(Stored data entries)
* * * * *
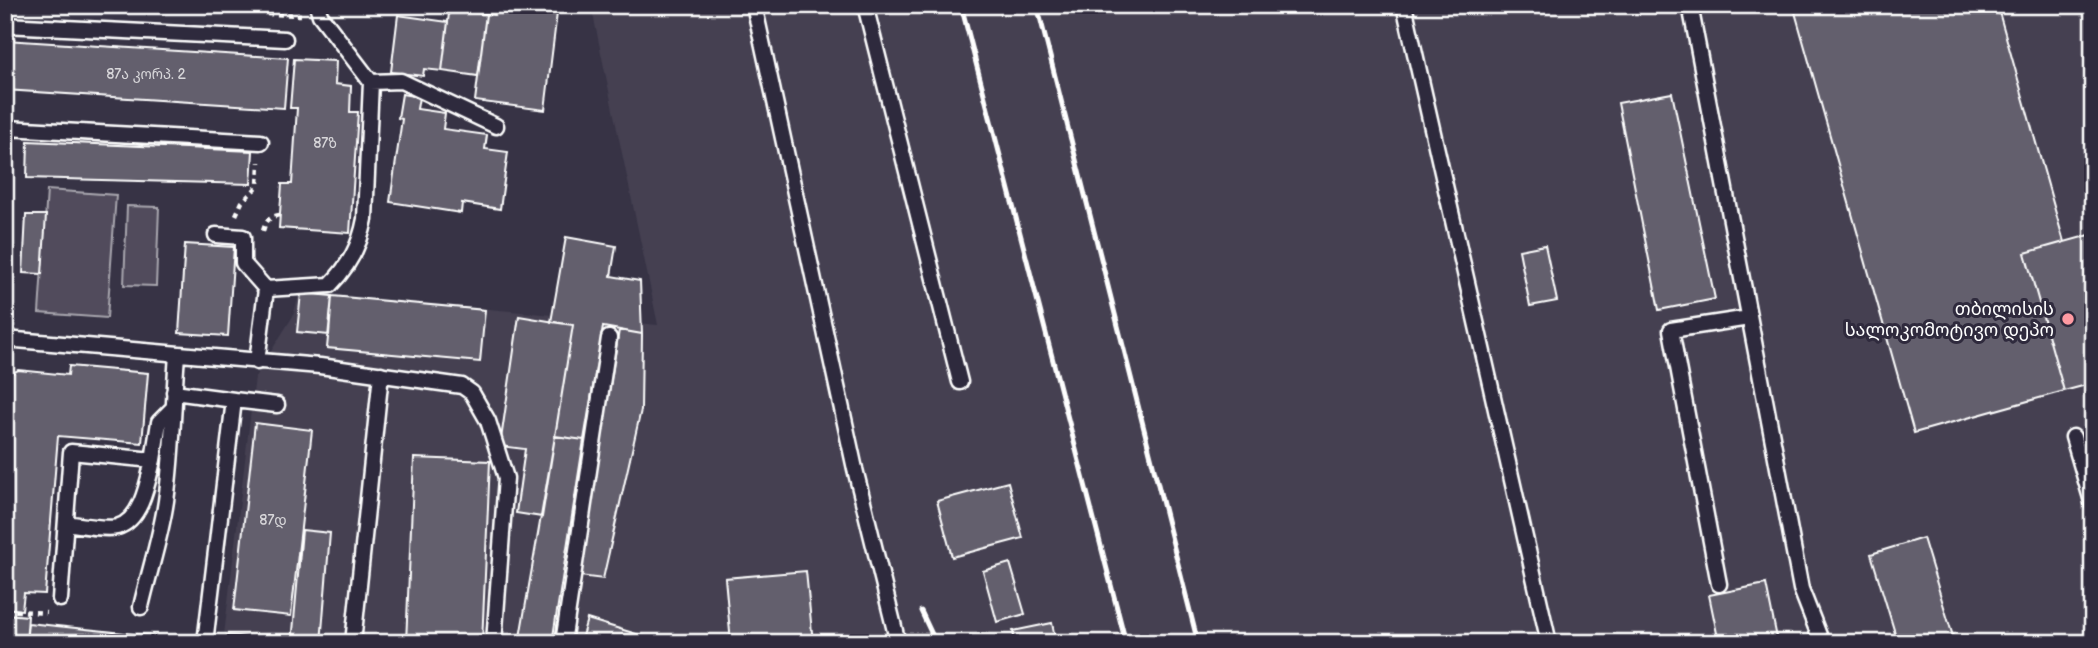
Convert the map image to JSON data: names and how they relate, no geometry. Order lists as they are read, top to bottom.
{
  "places": ["თბილისის სალოკომოტივო დეპო"],
  "house_numbers": ["87ა კორპ. 2", "87ზ", "87დ"]
}
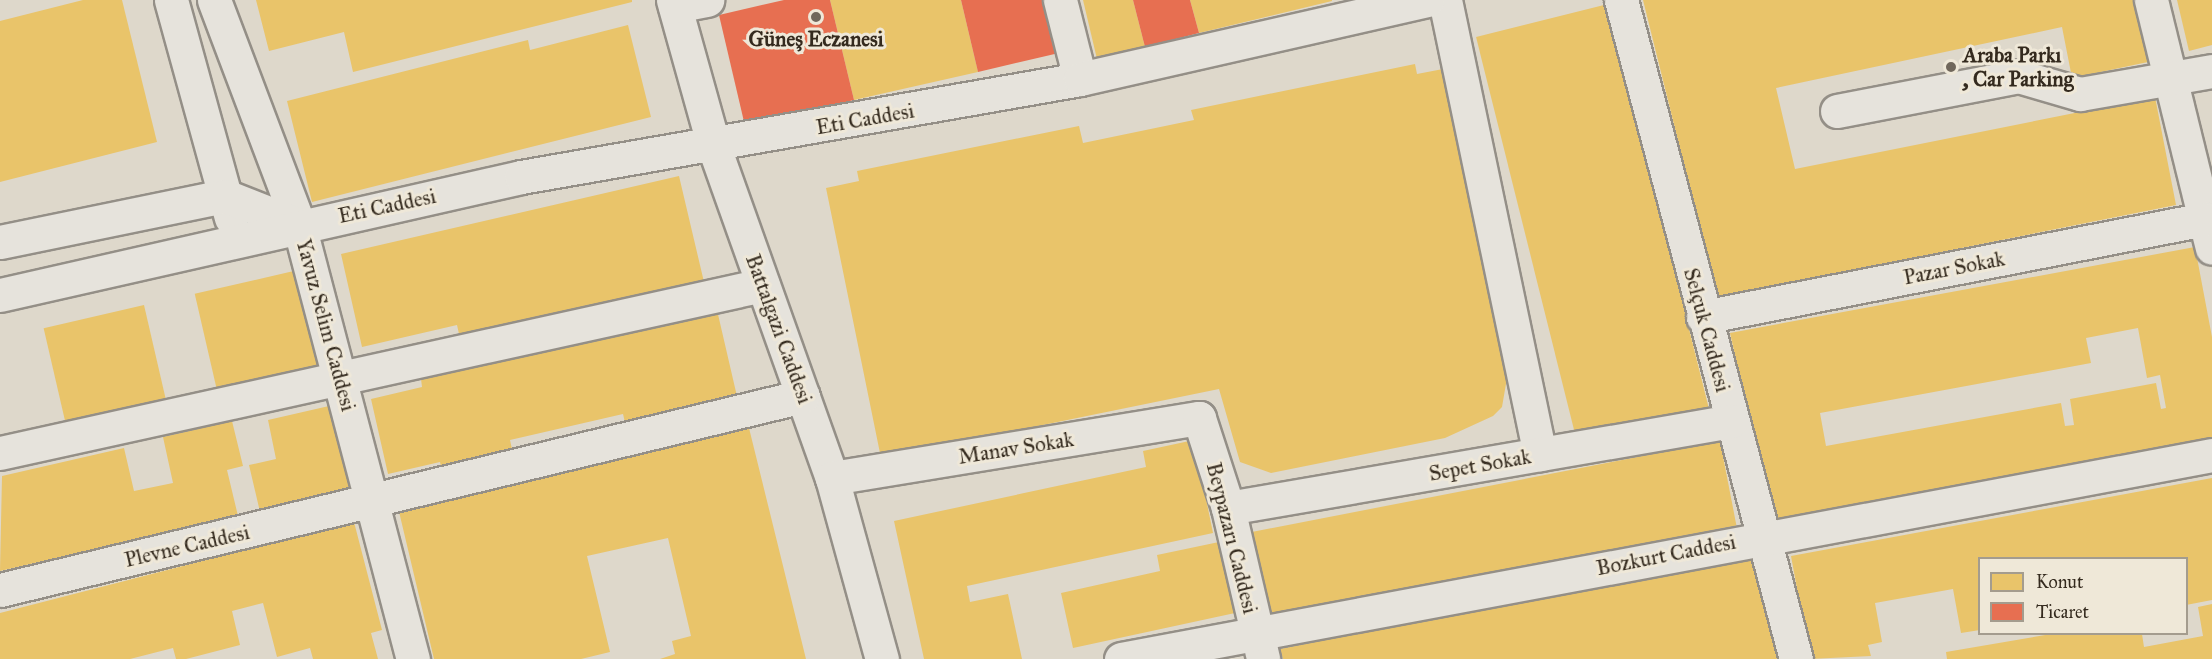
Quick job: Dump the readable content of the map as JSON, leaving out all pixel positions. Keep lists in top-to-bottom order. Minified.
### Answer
{"streets":{"street":["Eti Caddesi","Pazar Sokak","Yavuz Selim Caddesi","Battalgazi Caddesi","Selçuk Caddesi","Manav Sokak","Sepet Sokak","Beypazarı Caddesi","Plevne Caddesi","Bozkurt Caddesi"]},"crossings":[["Eti Caddesi","Yavuz Selim Caddesi"],["Eti Caddesi","Battalgazi Caddesi"],["Pazar Sokak","Selçuk Caddesi"],["Yavuz Selim Caddesi","Plevne Caddesi"],["Battalgazi Caddesi","Manav Sokak"],["Battalgazi Caddesi","Plevne Caddesi"],["Selçuk Caddesi","Sepet Sokak"],["Selçuk Caddesi","Bozkurt Caddesi"],["Manav Sokak","Beypazarı Caddesi"],["Sepet Sokak","Beypazarı Caddesi"],["Beypazarı Caddesi","Bozkurt Caddesi"]],"places":["Güneş Eczanesi","Araba Parkı , Car Parking"],"legend":["Konut","Ticaret"]}
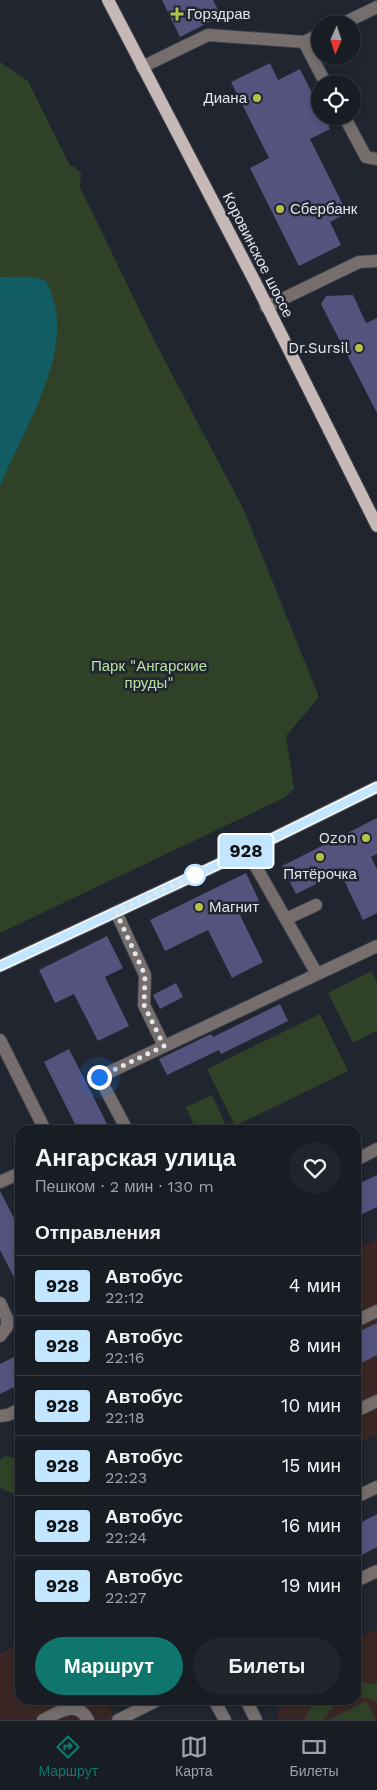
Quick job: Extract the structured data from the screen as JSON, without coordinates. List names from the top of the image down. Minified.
{"streets":{"main road":["Коровинское шоссе"]},"parks":["Парк \"Ангарские пруды\""],"places":{"health":["Горздрав"],"other":["Диана","Сбербанк","Dr.Sursil","Ozon","Пятёрочка","Магнит"]},"lines":["bus line 928"],"north":"bottom","page":{"on_map":"928","heading":[["Ангарская улица","Пешком · 2 мин · 130 m"],"Отправления"],"list":[{"mark":"928","name":"Автобус","note":"22:12","value":"4 мин"},{"mark":"928","name":"Автобус","note":"22:16","value":"8 мин"},{"mark":"928","name":"Автобус","note":"22:18","value":"10 мин"},{"mark":"928","name":"Автобус","note":"22:23","value":"15 мин"},{"mark":"928","name":"Автобус","note":"22:24","value":"16 мин"},{"mark":"928","name":"Автобус","note":"22:27","value":"19 мин"}],"buttons":["Маршрут","Билеты"],"tabs":["Маршрут","Карта","Билеты"]}}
* * * * *
Work to be completed: All of the data is to be transcribed exactly, with images omitted.

Answer for the task:
Convert the map image to JSON data: names and how they relate, no geometry. Order lists as they are read, top to bottom.
{
  "places": ["თბილისის სალოკომოტივო დეპო"],
  "house_numbers": ["87ა კორპ. 2", "87ზ", "87დ"]
}
Quick job: Dump the readable content of the map as JSON, leaving out all pixel positions. Keep lists in top-to-bottom order. Minified.
### Answer
{"streets":{"street":["Eti Caddesi","Pazar Sokak","Yavuz Selim Caddesi","Battalgazi Caddesi","Selçuk Caddesi","Manav Sokak","Sepet Sokak","Beypazarı Caddesi","Plevne Caddesi","Bozkurt Caddesi"]},"crossings":[["Eti Caddesi","Yavuz Selim Caddesi"],["Eti Caddesi","Battalgazi Caddesi"],["Pazar Sokak","Selçuk Caddesi"],["Yavuz Selim Caddesi","Plevne Caddesi"],["Battalgazi Caddesi","Manav Sokak"],["Battalgazi Caddesi","Plevne Caddesi"],["Selçuk Caddesi","Sepet Sokak"],["Selçuk Caddesi","Bozkurt Caddesi"],["Manav Sokak","Beypazarı Caddesi"],["Sepet Sokak","Beypazarı Caddesi"],["Beypazarı Caddesi","Bozkurt Caddesi"]],"places":["Güneş Eczanesi","Araba Parkı , Car Parking"],"legend":["Konut","Ticaret"]}
Quick job: Extract the structured data from the screen as JSON, without coordinates. List names from the top of the image down. Minified.
{"streets":{"main road":["Коровинское шоссе"]},"parks":["Парк \"Ангарские пруды\""],"places":{"health":["Горздрав"],"other":["Диана","Сбербанк","Dr.Sursil","Ozon","Пятёрочка","Магнит"]},"lines":["bus line 928"],"north":"bottom","page":{"on_map":"928","heading":[["Ангарская улица","Пешком · 2 мин · 130 m"],"Отправления"],"list":[{"mark":"928","name":"Автобус","note":"22:12","value":"4 мин"},{"mark":"928","name":"Автобус","note":"22:16","value":"8 мин"},{"mark":"928","name":"Автобус","note":"22:18","value":"10 мин"},{"mark":"928","name":"Автобус","note":"22:23","value":"15 мин"},{"mark":"928","name":"Автобус","note":"22:24","value":"16 мин"},{"mark":"928","name":"Автобус","note":"22:27","value":"19 мин"}],"buttons":["Маршрут","Билеты"],"tabs":["Маршрут","Карта","Билеты"]}}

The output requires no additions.